In 1939, local residents were made privy to the events of World War II. Conscripted residents were required to report for duty at a drill hall on Canterbury Road, Belmore. Camps were set up in and around Canterbury Racecourse and local parks in the district. Residents with foreign names were sent to internment camps as there was growing suspicion about residents with foreign names. A portion of these folk were Australian citizens who served with the Australian Defence Force during World War I.

During World War II, Bankstown Airport was established as a key strategic air base to support the war effort. After the arrival of Douglas MacArthur in Australia, control of Bankstown Airport was handed to US Forces, becoming home to US 35th Fighter Squadron and the 41st Pursuit Squadron of the United States Air Force and the United States Army Air Forces who occupied the airport from 1942 to 1944. In 1945 operations became the responsibility of the British Fleet Air Arm, known as HMS Nabberley, until 1946, when it was handed back to the RAAF.

During this period an RAAF unit known as No. 1 Fighter Sector RAAF took control of the Capital Hall in Bankstown. This unit was formed in Bankstown, on 25 February 1942. Their living quarters were located next door and down the road from the hall and the staff were housed in galvanised iron barracks. Operations were handed over to the United States Army Air Corps on 10 April 1942 before they were transferred to a disused railway tunnel at St James railway station in Sydney. The unit was renamed Air Defence Headquarters Sydney (ADHQ) on 21 January 1945 and moved into a three-storey semi-underground purpose built operations and plotting facility at Bankstown, known as the Bankstown Bunker.

World War II began Bankstown's industrial revolution. Few factories or industry of any consequence were located in Bankstown prior to 1945; this was changed dramatically between 1942 and 1954, especially when the Department of Aircraft Production gave approval for aircraft manufacturer Hawker De Havilland to operate a factory at the airport for the production and manufacture of de Havilland Mosquito bombers. There are now over seven-thousand businesses operating within the Bankstown district.

====Bankstown Bunker====

The Bankstown Bunker is a disused RAAF operations facility, located on the corner of Marion and Edgar Street, Bankstown. The specially constructed bunker became an important Royal Australian Air Force headquarters from 1945 until its closure in 1947.

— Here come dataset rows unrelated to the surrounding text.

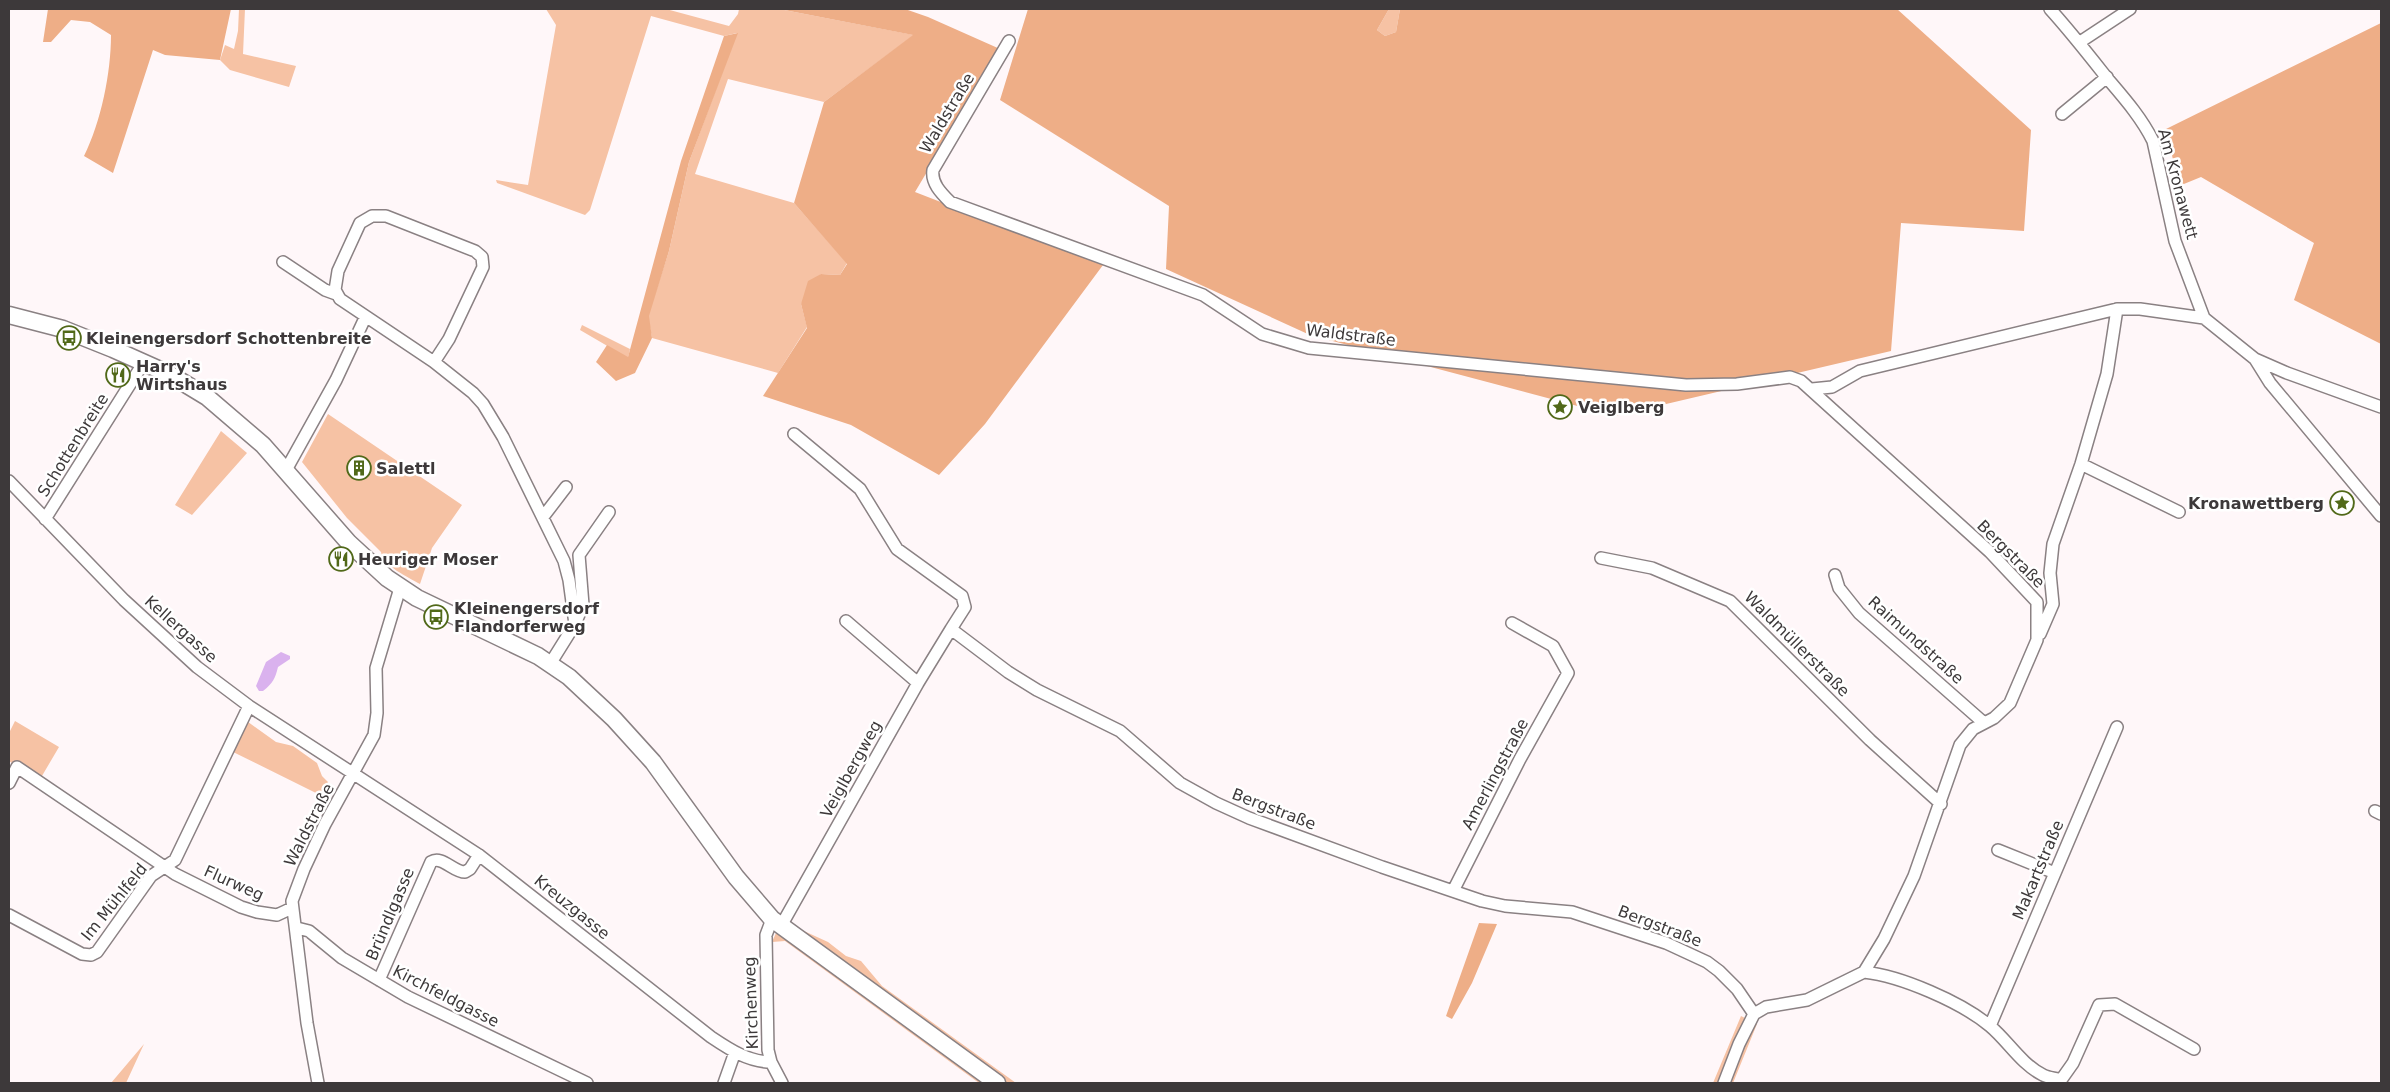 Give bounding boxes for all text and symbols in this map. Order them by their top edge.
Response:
street label: Waldstraße [916,69,978,157]
street label: Am Kronawett [2154,127,2202,241]
street label: Waldstraße [1305,320,1397,350]
bus stop icon: Kleinengersdorf Schottenbreite [56,325,82,351]
place label: Kleinengersdorf Schottenbreite [86,329,372,348]
place label: Harry's Wirtshaus [136,357,227,394]
restaurant icon: Harry's Wirtshaus [105,362,131,388]
street label: Schottenbreite [34,390,112,500]
place icon: Veiglberg [1547,394,1573,420]
place label: Veiglberg [1578,398,1664,417]
building icon: Salettl [346,455,372,481]
place label: Salettl [376,459,435,478]
place icon: Kronawettberg [2329,490,2355,516]
place label: Kronawettberg [2188,494,2324,513]
street label: Bergstraße [1973,516,2049,592]
restaurant icon: Heuriger Moser [328,546,354,572]
place label: Heuriger Moser [358,550,498,569]
street label: Waldmüllerstraße [1740,587,1854,701]
street label: Kellergasse [141,591,221,667]
street label: Raimundstraße [1864,592,1968,688]
place label: Kleinengersdorf Flandorferweg [454,599,600,636]
bus stop icon: Kleinengersdorf Flandorferweg [423,604,449,630]
street label: Amerlingstraße [1458,715,1532,833]
street label: Veiglbergweg [816,717,886,821]
street label: Waldstraße [280,781,338,869]
street label: Bergstraße [1229,784,1319,834]
street label: Makartstraße [2009,817,2067,923]
street label: Im Mühlfeld [77,859,151,945]
street label: Flurweg [201,861,267,905]
street label: Bründlgasse [362,865,418,963]
street label: Kreuzgasse [530,871,614,943]
street label: Bergstraße [1615,901,1705,951]
street label: Kirchenweg [740,956,762,1050]
street label: Kirchfeldgasse [390,961,502,1031]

The Bankstown Bunker is of similar design to the underground Ops rooms of wartime England, which directed Britain's air defence fighter plane attacks on the invading German Luftwaffe. Entrance to the bunker was obtained through a concrete passageway which was well screened by a grassy slope; a stairway led to a maze of corridors and hallways leading to various sections.

The Bankstown bunker is currently buried under a public park, surrounded by residential dwellings at the northern end of Taylor Street.

===Post World War II===
After World War II, Bankstown's population increased dramatically. People relocated from the inner-city and incoming migrants came, first as refugees from Europe and towards the end of the 20th century from Asia and the Middle East (especially Vietnamese and Lebanese) and the rest of the world.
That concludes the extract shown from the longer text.